◆ WORK REQUIRED ◆
Search the data for the string "Garrigues" and copy each line where it turns up.

◆ SUPPLIED INFORMATION ◆
==========
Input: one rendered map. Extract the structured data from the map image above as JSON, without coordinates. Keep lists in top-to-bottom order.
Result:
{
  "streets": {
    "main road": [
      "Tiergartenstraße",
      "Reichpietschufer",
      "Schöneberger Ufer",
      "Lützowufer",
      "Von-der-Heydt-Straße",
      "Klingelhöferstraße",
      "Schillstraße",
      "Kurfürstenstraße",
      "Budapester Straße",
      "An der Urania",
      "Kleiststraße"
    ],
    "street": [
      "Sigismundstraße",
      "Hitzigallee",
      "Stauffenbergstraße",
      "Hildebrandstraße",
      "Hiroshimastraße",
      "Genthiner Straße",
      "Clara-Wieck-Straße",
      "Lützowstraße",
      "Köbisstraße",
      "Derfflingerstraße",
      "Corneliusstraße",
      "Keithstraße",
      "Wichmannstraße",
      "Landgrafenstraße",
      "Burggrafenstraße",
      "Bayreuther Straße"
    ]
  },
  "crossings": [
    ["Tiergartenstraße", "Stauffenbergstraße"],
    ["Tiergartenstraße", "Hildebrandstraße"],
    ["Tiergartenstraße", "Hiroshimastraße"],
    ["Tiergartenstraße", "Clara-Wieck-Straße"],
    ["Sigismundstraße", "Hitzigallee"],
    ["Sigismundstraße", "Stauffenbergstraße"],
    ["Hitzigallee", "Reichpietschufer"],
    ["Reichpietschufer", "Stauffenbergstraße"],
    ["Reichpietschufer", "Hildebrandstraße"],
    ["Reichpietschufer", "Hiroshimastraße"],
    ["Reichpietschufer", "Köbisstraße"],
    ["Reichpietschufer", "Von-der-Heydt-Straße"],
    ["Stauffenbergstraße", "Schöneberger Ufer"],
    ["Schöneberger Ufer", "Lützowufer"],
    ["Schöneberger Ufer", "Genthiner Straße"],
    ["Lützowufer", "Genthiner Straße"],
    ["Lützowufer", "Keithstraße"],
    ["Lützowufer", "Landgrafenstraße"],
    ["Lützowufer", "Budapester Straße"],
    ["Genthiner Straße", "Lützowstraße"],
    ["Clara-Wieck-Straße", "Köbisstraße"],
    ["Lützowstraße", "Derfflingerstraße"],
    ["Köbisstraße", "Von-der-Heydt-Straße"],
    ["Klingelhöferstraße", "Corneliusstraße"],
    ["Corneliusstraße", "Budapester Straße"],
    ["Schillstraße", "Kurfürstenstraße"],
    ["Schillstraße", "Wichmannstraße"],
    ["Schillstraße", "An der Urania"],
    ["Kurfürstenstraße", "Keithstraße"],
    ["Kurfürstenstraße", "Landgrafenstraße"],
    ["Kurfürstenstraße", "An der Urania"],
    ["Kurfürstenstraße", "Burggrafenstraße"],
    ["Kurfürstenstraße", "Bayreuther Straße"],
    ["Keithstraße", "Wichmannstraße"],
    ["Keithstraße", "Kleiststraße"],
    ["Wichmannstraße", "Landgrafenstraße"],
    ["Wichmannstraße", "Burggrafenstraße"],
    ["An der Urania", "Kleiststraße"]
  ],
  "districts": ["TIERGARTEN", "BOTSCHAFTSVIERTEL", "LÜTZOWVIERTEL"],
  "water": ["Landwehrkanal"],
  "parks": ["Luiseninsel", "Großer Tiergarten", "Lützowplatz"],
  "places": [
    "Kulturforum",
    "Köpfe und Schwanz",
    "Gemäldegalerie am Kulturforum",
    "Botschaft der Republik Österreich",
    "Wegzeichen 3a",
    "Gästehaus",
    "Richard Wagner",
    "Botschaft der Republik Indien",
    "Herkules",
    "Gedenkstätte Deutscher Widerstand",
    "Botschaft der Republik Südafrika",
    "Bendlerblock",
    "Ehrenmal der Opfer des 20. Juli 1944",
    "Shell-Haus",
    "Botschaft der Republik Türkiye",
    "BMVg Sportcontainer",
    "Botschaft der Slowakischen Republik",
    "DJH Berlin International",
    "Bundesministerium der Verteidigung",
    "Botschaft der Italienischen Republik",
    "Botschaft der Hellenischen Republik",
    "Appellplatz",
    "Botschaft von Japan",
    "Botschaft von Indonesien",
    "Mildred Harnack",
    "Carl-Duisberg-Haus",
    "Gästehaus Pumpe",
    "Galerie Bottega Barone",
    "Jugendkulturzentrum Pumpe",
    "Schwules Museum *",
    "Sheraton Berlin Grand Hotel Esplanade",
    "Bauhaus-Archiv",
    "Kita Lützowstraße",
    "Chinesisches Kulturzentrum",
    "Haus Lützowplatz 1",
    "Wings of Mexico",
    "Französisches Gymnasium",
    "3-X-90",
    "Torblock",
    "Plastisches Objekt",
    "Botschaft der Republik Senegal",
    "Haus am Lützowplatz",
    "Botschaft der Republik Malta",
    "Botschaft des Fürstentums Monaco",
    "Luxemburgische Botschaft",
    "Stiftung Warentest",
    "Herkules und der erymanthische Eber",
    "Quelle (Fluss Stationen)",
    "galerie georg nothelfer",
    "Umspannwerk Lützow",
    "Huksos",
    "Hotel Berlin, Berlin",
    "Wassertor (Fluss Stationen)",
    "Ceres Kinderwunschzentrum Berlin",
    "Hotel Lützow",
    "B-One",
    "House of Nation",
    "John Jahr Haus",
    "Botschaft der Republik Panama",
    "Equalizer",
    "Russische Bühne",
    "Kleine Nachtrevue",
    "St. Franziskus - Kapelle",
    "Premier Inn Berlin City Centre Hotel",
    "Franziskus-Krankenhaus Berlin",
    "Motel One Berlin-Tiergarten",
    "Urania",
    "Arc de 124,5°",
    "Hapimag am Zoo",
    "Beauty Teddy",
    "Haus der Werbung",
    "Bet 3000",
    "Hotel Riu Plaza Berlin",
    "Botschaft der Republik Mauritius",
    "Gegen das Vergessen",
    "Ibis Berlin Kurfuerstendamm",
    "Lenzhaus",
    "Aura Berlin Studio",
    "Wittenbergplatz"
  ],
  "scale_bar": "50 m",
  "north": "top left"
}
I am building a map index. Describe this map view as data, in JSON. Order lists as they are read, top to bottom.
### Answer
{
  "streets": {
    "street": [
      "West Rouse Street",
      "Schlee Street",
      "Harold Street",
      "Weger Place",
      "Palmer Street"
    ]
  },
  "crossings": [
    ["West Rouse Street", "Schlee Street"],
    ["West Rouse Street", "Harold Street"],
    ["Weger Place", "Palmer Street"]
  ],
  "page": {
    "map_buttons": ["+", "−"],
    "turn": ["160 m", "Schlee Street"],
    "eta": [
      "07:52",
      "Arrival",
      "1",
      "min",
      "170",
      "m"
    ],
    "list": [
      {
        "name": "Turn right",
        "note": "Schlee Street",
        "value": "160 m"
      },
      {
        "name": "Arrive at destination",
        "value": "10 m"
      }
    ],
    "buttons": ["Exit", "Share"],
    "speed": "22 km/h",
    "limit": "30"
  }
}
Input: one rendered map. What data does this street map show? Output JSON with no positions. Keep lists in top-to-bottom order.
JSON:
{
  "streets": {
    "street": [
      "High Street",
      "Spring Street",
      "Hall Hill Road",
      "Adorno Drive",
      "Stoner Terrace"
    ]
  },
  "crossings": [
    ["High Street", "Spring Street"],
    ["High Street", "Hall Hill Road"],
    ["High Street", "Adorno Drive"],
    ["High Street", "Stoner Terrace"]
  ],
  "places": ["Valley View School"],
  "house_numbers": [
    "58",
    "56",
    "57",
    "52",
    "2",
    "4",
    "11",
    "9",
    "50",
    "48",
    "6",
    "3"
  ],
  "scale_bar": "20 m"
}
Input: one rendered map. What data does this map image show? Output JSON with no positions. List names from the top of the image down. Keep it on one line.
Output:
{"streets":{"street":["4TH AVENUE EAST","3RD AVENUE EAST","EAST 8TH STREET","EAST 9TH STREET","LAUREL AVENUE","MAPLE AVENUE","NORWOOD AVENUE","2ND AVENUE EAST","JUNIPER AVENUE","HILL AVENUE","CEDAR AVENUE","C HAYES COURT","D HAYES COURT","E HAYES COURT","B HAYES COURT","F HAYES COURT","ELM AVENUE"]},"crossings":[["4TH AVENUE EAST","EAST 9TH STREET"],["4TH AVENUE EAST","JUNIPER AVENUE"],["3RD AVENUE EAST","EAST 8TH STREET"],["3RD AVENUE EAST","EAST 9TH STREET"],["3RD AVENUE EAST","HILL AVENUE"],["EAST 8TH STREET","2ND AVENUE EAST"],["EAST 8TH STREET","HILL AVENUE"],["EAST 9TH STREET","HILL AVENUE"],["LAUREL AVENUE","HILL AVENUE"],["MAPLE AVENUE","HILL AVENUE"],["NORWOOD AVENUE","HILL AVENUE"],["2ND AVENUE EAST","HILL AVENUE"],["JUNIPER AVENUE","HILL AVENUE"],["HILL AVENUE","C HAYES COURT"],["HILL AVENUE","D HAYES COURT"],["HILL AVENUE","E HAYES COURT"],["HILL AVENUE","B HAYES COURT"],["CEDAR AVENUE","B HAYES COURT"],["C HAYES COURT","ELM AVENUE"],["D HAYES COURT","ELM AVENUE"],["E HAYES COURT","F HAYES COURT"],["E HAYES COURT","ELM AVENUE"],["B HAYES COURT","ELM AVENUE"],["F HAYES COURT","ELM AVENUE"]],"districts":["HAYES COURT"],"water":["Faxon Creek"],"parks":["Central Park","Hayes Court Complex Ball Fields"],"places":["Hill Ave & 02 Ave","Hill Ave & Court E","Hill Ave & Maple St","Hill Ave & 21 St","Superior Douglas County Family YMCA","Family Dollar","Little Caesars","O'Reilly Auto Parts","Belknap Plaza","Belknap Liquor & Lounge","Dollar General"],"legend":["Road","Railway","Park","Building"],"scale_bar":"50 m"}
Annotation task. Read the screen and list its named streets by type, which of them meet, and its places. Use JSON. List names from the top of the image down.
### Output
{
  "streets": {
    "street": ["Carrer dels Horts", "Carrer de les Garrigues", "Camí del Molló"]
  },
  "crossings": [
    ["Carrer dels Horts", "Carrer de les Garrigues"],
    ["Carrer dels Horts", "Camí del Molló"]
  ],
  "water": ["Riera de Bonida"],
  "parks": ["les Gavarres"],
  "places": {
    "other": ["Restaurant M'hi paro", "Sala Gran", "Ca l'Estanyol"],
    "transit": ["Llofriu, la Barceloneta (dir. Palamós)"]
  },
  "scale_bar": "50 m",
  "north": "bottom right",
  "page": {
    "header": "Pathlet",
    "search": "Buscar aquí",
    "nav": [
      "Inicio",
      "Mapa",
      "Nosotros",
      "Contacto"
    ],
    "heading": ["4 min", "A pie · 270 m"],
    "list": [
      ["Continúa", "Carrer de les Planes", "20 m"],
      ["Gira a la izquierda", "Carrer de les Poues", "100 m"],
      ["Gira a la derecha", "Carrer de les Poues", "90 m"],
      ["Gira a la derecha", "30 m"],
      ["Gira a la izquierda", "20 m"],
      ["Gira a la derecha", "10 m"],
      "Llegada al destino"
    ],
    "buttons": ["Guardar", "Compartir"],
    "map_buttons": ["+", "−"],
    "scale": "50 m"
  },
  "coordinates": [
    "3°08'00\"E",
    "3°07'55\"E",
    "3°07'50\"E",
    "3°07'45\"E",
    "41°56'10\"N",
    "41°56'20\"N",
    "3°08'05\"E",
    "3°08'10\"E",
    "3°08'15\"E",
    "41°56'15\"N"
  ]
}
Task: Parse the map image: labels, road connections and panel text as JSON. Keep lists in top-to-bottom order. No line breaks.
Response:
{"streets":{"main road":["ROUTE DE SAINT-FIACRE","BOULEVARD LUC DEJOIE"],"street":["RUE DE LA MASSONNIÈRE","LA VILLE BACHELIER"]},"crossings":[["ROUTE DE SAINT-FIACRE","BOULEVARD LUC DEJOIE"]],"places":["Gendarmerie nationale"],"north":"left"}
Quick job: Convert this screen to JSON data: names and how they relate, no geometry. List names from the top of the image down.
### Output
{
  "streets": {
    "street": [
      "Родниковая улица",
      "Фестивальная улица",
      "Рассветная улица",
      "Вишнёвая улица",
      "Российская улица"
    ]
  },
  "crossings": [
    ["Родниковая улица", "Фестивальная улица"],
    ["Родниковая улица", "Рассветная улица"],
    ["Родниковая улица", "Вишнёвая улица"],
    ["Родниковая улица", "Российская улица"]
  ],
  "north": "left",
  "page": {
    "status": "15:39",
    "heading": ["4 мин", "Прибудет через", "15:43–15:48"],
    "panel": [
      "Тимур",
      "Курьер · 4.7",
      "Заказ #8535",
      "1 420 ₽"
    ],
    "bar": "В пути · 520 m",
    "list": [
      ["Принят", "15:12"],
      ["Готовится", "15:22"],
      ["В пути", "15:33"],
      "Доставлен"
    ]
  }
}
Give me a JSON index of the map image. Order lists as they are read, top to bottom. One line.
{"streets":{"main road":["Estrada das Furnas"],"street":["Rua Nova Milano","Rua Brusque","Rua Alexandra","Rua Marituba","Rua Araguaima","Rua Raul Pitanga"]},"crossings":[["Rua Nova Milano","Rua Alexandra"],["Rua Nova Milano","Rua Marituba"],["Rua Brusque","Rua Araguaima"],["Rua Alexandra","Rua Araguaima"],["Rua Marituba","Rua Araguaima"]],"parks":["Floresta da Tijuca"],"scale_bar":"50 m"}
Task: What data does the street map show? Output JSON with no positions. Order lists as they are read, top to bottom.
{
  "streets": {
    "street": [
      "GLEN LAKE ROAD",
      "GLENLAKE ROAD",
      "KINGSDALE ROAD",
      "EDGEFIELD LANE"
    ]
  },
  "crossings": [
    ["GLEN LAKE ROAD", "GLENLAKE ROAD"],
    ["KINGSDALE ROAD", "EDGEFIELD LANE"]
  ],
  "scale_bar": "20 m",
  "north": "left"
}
==========
◆ OUTPUT OF THE EXERCISE ◆
    "street": ["Carrer dels Horts", "Carrer de les Garrigues", "Camí del Molló"]
    ["Carrer dels Horts", "Carrer de les Garrigues"],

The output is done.